◆ **REQUIREMENT**:
Throughout the records below, find the lines with the string "canvas" and give how many there are, nothing else.

[Stored data]
[Start of Attachment]
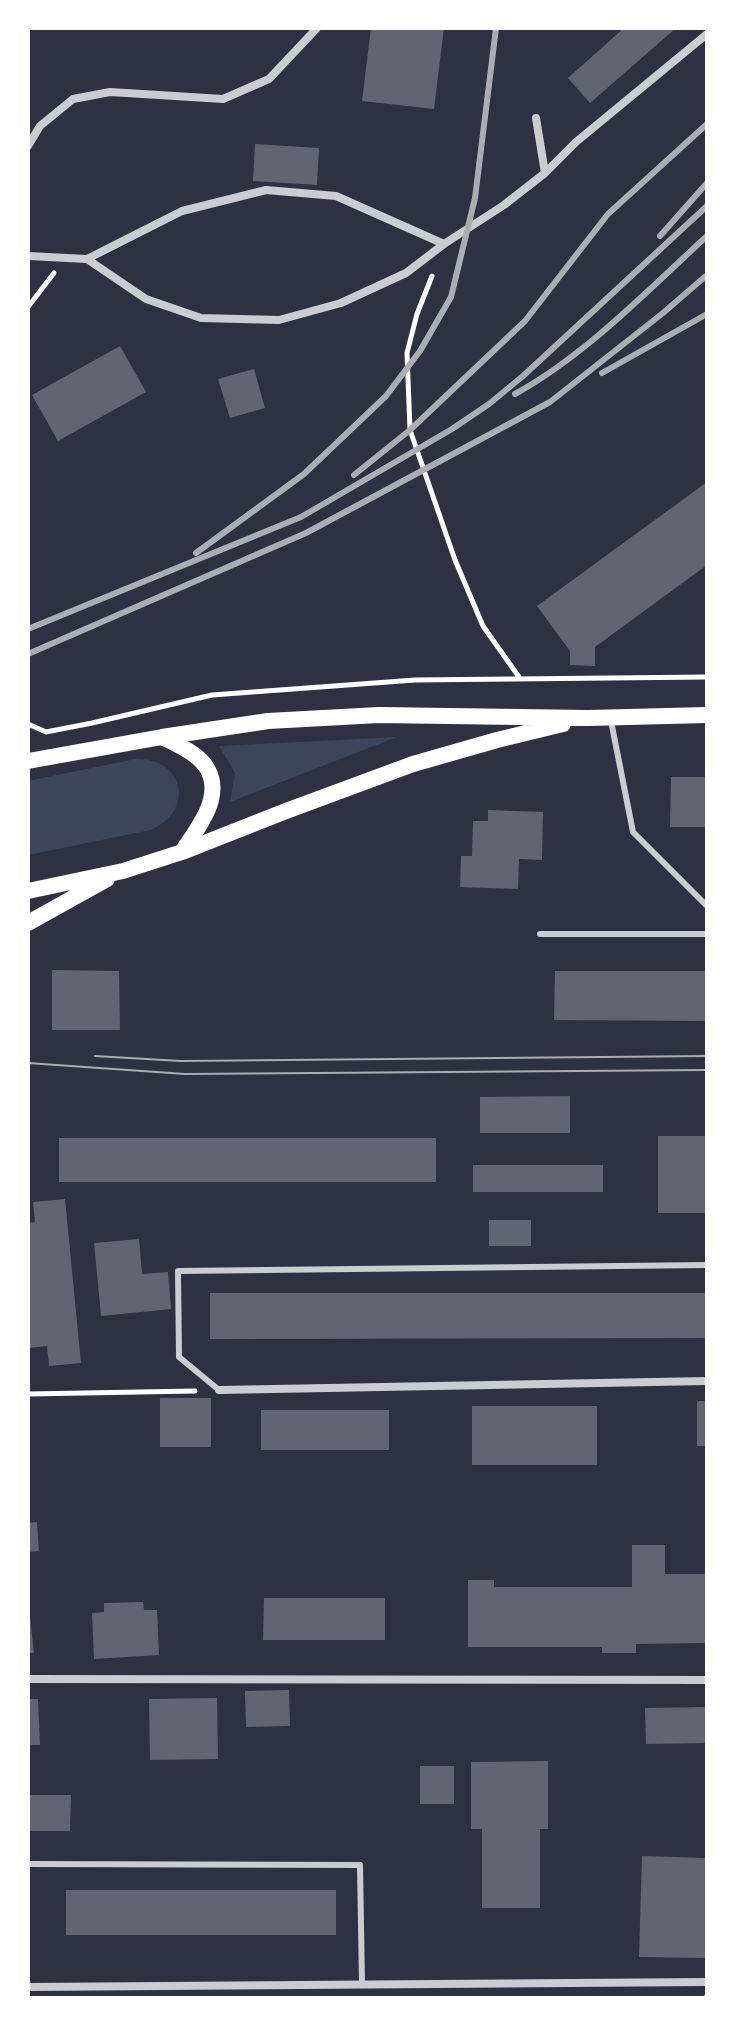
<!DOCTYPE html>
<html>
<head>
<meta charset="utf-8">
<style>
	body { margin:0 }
	#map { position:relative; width:735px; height:2026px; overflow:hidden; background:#2d3142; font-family:Overpass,sans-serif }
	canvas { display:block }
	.frame { position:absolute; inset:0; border:30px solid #fff; pointer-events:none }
</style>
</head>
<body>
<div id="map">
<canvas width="735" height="2026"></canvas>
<div class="frame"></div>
</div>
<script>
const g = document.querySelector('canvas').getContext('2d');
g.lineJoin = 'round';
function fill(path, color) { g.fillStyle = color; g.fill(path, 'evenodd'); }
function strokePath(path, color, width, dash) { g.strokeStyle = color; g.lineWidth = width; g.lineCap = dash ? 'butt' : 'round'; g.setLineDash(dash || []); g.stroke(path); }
const green = new Path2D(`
	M397,737L230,802L235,773L219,746Z
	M135,759C184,757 196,810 151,830L28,855V781Z`);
const building = new Path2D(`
	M371,28H444L434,109L362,101Z
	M624,28H676L590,103L568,78Z
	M255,144L319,148L317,185L253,181Z
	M120,346L146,392L58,441L32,395Z
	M254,369L265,408L230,418L218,379Z
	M707,482V565L595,647V666L570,665V651L537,606Z
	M671,777H707V827H670Z
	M488,810L543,812L542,860L519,859L518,889L460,887L461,856H472L473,821H488Z
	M52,970L119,971L120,1030H52Z
	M555,971H707V1021L554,1020Z
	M570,1096V1133H480V1097Z
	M658,1136H707V1213H658Z
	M59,1138H436V1182H59Z
	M473,1165H603V1192H473Z
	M65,1199L81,1363L49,1366L47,1346L29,1348L28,1223L35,1222L33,1202Z
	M489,1220H531V1246H489Z
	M139,1239L142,1274L168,1272L171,1309L101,1316L94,1243Z
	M210,1293H707V1338L210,1339Z
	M160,1398H211V1447H160Z
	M697,1401H707V1446H697Z
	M472,1406H597V1465H472Z
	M261,1410H389V1450H261Z
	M37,1522L39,1551L28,1552V1523Z
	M632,1545H665V1574H707V1643L636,1644V1653H602V1647H468V1580H494V1587H632Z
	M264,1598H385V1640H263Z
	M143,1602L144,1610H157L159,1655L94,1659L92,1613L104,1612V1603Z
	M28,1618H30L34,1653H28Z
	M289,1690L290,1726L246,1727L245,1691Z
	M217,1698L218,1759L150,1760L149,1699Z
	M28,1699H38L40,1745H28Z
	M707,1707V1743L646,1744L645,1708Z
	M548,1761V1829H540V1908H482V1829H471V1762Z
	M420,1766H454V1804H420Z
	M28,1795H71L70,1831H28Z
	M642,1856L707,1858V1958L639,1957Z
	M66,1890H336V1935H66Z`);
const path = new Path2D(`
	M432,276L417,314L407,353L410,430L455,560L483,626L519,677
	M28,307L54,273
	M28,724L46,732L92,723L212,695L415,680L707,677
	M28,1394L195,1391`);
const service = new Path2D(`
	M611,721L633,832L707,906
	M540,934H707
	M219,1390L179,1357L178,1271L707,1265
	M28,1864L360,1865L362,1984
	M707,1998V1997`);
const minor = new Path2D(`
	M536,118L545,173
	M28,146L40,126L73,99L110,92L223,99L269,79L317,28
	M28,256L87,259L182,211L266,190L336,196L444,244
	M87,259L146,299L201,318L279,320L341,303L406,273L444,244L504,205L545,173L576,142L707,34
	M219,1390L707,1381
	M28,1679L707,1680
	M28,1987L707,1982`);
const secondary = new Path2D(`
	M162,737C176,744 195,752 205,765C226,795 198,827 182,852
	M28,761L162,737L268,721L379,715L588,718L707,715
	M28,891L123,871L182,852L286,811L413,764L497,740L563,724
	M28,923L107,879`);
const tram = new Path2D(`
	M95,1056L181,1061L707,1056
	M28,1063L185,1074L707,1070`);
const rail = new Path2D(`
	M660,236L707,183
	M602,373L707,314
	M515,394C586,355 647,291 707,236
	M354,475L410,430L525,321L608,214L707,124
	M196,553L304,474L386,396L420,351L451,297L475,198L496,28
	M28,629L301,517L452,429L489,404L523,376L707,206
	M28,654L306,533L550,402L663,313L707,275`);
fill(green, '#3c4559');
fill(building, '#626471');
strokePath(path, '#fff', 5);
strokePath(service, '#caccd0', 6);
strokePath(minor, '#caccd0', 8);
strokePath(secondary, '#fff', 16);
strokePath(tram, '#abadb3', 2);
strokePath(rail, '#abadb3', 6);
</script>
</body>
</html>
[End of Attachment]
◆ **EXERCISE SOLUTION**:
3